III. The Weariness of Being
Does this life seem hard to live to you? Because to me, it is. I am tired of trying to maintain normalcy, tired of chasing a structure that won’t stay, tired of pressing my hands into the clay of my habits, only to watch them crumble, misshapen, before they set. I try. I really do. And yet, I hear myself whispering in the dark: “Oh God, I wasn’t made for this life. Why did You make me?” I fail at everything.
Well—perhaps not everything. I finished school, earned my degrees, taught in classrooms, married a good godly man, brought children into this world. Some might say I am successful. But inside, I am restless. Not because I have done too little, but because I have yet to become the woman I long to be. I grieve not who I am, but who I have not yet become.
IV. The Sadness of Becoming
Isn’t it strange? To feel sorrow, not for what has been lost, but for what has not yet arrived? To ache because I am not yet like Christ, not yet the whole, steady, radiant soul I was meant to be? It is almost foolish, isn’t it? As if I am mourning the unfinished painting, as if I am grieving the seed for not yet being a tree. Am I longing for the end of the journey? Am I, in some way, wishing I were already at the destination? But life is not about the arrival. It is about the climb. A song once said that, though I dare not quote it without cringing.
And yet—Christ Himself told us, “In this world, you will have trouble.” He did not leave us stranded in that truth. He left us His Word, His Church, the rhythms and traditions that steady us when the ground is unsteady beneath our feet. Oh, how grateful I am for them.
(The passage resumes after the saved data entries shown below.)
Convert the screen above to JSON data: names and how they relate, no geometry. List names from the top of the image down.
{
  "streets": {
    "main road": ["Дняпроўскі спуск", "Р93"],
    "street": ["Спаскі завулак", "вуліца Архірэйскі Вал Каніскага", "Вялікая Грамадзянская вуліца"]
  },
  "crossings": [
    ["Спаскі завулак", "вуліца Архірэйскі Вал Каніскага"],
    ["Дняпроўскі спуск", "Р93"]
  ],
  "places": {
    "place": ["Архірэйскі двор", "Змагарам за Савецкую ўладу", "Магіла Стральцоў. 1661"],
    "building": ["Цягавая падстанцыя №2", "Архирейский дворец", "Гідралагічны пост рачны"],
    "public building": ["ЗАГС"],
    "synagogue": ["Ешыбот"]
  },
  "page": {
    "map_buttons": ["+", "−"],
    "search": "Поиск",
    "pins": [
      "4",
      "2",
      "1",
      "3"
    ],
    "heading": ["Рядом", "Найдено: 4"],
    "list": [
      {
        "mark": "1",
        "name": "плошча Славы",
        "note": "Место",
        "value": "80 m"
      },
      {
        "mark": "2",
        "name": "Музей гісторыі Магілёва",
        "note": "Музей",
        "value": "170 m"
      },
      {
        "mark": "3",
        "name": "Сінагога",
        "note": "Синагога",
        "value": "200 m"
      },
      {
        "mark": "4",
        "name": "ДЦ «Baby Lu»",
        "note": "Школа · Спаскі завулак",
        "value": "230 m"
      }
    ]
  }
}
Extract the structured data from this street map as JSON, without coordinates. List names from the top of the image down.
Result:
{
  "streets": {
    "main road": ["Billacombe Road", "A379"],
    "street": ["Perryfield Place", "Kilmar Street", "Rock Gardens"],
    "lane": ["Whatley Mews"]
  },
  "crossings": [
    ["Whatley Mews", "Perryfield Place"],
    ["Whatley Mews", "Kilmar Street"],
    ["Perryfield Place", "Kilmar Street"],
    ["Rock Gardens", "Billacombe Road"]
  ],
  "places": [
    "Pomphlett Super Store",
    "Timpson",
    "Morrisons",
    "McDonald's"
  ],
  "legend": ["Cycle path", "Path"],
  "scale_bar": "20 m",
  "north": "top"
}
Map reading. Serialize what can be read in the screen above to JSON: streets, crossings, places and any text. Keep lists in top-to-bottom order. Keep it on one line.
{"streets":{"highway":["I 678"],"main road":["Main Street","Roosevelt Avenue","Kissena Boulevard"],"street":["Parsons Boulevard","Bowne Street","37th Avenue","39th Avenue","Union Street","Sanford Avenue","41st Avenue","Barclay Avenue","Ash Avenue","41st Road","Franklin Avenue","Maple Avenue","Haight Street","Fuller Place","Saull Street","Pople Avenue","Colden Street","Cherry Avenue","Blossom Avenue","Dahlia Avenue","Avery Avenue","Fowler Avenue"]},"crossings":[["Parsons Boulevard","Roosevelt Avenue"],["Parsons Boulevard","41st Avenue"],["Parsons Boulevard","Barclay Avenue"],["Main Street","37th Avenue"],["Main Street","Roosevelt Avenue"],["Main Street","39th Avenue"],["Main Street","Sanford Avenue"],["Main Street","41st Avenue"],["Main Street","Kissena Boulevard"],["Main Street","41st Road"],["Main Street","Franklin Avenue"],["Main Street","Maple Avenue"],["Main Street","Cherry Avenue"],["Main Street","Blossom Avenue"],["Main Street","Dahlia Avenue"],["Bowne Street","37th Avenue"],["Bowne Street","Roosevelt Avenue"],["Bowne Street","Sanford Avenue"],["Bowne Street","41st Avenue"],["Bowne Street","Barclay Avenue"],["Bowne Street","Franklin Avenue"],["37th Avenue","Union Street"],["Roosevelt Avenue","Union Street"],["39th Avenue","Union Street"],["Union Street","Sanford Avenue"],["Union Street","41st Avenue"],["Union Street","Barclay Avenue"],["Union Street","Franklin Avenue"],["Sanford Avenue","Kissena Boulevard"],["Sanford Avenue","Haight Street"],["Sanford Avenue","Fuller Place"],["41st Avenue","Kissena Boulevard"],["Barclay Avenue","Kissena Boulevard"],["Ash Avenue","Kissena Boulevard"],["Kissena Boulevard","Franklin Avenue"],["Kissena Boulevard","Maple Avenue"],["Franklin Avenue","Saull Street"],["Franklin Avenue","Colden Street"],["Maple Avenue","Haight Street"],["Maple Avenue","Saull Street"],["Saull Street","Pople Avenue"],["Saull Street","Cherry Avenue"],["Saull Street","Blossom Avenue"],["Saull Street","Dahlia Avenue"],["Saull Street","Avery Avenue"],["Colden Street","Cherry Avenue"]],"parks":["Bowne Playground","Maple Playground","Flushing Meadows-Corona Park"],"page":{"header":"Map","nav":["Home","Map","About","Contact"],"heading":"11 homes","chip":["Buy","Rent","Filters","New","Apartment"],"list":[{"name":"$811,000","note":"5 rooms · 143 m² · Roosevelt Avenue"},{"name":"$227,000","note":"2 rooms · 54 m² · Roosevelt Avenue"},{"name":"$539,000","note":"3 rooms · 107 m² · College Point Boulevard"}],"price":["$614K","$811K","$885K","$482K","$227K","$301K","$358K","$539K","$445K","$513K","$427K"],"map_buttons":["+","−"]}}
V. The Grace of Another’s Wisdom
Today, grace found me through Sarah. She helped me see how this wound—this fracture—might have been avoided if I had been skillful. If I had held my words more carefully, if I had let wisdom shape my response instead of my woundedness.
And so we return to where we began: How hard it is to be skillful, dear pilgrim. But skillful we must be. For skill is not just strategy—it is an act of love. It is a choice to walk in the way of peace, to choose clarity over chaos, to meet the storm with stillness. Hard as it may be, it is the only road forward.
VI. Final Thoughts
I thought skills were useless in sorrow. But now I see—they are bridges out of it. I thought life was unbearable because I have not yet arrived. But now I remember—life is found in the journey. I thought I was failing. But now I know—I am simply becoming. And I am not alone. Neither are you.
Closing Prayer
O Christ, who walked the harder road, who bore the weight of human frailty without despair, teach me to be skillful in love, patient in struggle, gentle with myself as You are gentle with me. Let me not mourn the unfinished work, but rejoice in the shaping of it. For You are here, in the in-between, in the climb, in the slow, aching, holy work of becoming. Hold me as I walk, and do not let me fall. Amen.
Have you ever mourned the person you have not yet become? How do you remind yourself that growth is a journey, not an instant arrival?